WORK TO COMPLETE: Among the lines below, keep only those from the one containing "Annotate this map" through the one containing "Where are all", and reproduce them exactly.

SUPPLIED ENTRIES:
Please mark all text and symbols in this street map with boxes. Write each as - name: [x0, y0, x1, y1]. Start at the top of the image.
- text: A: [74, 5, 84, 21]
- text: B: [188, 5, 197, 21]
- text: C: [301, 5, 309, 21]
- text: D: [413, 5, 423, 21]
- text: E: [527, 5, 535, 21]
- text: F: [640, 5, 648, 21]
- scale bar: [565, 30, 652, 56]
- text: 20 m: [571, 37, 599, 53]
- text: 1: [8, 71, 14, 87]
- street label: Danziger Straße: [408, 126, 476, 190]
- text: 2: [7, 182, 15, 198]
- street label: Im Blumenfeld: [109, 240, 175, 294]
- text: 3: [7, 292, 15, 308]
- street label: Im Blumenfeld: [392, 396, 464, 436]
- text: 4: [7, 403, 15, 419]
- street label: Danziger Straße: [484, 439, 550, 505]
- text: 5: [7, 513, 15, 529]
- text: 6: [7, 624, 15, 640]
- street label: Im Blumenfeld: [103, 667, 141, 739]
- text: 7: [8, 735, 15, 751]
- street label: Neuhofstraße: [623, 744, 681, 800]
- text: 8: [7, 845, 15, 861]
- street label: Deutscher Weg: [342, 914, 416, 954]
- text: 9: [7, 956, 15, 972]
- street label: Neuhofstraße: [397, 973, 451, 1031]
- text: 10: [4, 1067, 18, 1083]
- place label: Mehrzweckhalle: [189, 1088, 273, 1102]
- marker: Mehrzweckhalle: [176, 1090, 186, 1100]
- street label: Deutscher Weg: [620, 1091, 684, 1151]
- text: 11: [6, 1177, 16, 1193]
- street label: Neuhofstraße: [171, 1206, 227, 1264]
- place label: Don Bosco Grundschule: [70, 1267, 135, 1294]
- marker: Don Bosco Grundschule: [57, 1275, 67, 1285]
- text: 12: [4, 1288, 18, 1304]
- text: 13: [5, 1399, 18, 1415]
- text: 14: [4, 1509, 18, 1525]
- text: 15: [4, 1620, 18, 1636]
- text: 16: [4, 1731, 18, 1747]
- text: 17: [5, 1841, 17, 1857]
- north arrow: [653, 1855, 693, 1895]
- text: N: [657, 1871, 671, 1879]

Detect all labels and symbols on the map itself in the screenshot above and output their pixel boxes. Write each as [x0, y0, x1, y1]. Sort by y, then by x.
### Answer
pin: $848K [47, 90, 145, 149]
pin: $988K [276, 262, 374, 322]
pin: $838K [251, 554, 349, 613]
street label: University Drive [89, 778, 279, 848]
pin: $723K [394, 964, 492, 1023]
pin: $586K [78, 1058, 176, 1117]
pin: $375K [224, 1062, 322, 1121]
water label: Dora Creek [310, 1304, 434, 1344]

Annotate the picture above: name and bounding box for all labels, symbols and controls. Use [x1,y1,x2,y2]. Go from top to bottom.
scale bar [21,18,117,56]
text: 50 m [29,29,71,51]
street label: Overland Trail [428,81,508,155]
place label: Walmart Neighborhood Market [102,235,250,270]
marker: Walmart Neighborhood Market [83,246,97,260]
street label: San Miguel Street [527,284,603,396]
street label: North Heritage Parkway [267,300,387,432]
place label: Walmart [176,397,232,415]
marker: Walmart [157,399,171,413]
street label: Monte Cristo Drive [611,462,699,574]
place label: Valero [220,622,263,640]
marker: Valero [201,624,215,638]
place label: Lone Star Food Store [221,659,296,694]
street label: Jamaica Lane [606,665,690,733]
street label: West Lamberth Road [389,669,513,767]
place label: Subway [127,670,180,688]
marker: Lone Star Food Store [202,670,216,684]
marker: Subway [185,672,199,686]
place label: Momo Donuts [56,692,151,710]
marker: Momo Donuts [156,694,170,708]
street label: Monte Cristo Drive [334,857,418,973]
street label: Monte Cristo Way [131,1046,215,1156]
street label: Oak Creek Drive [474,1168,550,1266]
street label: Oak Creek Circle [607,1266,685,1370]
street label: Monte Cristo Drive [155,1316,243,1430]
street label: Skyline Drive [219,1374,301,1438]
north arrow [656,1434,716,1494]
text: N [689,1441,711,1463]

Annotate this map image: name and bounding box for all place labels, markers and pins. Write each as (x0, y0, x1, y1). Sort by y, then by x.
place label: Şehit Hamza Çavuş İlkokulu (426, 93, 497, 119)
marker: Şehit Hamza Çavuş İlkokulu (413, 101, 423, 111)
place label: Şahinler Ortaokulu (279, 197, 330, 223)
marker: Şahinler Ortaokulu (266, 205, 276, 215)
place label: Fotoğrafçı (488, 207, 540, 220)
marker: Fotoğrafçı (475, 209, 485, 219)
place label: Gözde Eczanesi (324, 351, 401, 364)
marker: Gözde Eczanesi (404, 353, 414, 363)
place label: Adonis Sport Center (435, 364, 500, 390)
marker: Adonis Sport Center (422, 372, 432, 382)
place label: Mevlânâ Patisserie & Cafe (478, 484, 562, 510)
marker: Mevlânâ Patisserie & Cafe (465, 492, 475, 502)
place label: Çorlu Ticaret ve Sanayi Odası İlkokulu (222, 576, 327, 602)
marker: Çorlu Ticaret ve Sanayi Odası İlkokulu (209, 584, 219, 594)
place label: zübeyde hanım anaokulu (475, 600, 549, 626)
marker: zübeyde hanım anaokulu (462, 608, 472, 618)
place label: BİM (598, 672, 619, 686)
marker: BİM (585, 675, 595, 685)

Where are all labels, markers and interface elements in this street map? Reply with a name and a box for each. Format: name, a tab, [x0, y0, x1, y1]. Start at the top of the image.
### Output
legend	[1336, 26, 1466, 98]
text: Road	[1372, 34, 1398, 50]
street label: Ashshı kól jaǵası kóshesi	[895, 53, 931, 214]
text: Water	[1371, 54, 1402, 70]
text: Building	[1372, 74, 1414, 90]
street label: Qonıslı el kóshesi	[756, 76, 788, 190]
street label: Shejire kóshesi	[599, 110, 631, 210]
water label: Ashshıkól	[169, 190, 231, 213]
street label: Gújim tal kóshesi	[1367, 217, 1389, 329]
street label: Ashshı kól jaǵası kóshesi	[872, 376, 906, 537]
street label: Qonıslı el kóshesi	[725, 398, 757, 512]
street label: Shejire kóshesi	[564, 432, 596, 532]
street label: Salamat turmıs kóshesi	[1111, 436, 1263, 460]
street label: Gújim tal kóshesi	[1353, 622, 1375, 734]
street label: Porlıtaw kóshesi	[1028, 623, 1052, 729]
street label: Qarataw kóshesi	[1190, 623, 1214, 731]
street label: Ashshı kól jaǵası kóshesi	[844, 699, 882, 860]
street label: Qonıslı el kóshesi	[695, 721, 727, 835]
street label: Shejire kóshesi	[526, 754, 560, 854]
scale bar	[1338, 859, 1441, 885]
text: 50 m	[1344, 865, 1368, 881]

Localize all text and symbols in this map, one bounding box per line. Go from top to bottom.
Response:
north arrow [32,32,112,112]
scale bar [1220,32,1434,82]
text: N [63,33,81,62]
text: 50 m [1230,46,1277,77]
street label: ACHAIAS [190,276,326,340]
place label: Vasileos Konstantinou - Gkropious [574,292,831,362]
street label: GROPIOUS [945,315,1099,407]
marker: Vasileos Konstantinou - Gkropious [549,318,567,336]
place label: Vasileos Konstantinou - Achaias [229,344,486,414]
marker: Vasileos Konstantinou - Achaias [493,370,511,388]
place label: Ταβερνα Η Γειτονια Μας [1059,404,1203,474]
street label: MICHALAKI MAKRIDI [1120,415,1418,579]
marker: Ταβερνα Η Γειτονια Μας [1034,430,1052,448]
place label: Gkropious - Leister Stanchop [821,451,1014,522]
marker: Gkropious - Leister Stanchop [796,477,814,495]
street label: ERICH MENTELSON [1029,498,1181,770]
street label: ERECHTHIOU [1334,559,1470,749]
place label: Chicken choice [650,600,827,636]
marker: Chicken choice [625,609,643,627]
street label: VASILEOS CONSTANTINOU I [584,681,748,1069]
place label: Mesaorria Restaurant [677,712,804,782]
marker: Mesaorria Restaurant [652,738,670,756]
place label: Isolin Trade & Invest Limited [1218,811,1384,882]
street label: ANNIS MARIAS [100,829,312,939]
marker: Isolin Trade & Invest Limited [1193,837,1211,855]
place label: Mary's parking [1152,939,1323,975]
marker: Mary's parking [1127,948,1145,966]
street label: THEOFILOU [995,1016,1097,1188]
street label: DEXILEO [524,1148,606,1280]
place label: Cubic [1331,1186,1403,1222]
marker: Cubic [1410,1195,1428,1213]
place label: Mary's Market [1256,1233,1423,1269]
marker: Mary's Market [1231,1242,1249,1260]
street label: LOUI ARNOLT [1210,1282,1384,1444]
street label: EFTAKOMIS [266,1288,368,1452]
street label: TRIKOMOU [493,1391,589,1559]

TASK RESPONSE:
Annotate this map image: name and bounding box for all place labels, markers and pins. Write each as (x0, y0, x1, y1). Sort by y, then by x.
place label: Şehit Hamza Çavuş İlkokulu (426, 93, 497, 119)
marker: Şehit Hamza Çavuş İlkokulu (413, 101, 423, 111)
place label: Şahinler Ortaokulu (279, 197, 330, 223)
marker: Şahinler Ortaokulu (266, 205, 276, 215)
place label: Fotoğrafçı (488, 207, 540, 220)
marker: Fotoğrafçı (475, 209, 485, 219)
place label: Gözde Eczanesi (324, 351, 401, 364)
marker: Gözde Eczanesi (404, 353, 414, 363)
place label: Adonis Sport Center (435, 364, 500, 390)
marker: Adonis Sport Center (422, 372, 432, 382)
place label: Mevlânâ Patisserie & Cafe (478, 484, 562, 510)
marker: Mevlânâ Patisserie & Cafe (465, 492, 475, 502)
place label: Çorlu Ticaret ve Sanayi Odası İlkokulu (222, 576, 327, 602)
marker: Çorlu Ticaret ve Sanayi Odası İlkokulu (209, 584, 219, 594)
place label: zübeyde hanım anaokulu (475, 600, 549, 626)
marker: zübeyde hanım anaokulu (462, 608, 472, 618)
place label: BİM (598, 672, 619, 686)
marker: BİM (585, 675, 595, 685)

Where are all labels, markers and interface elements in this street map? Reply with a name and a box for each. Format: name, a tab, [x0, y0, x1, y1]. Start at the top of the image.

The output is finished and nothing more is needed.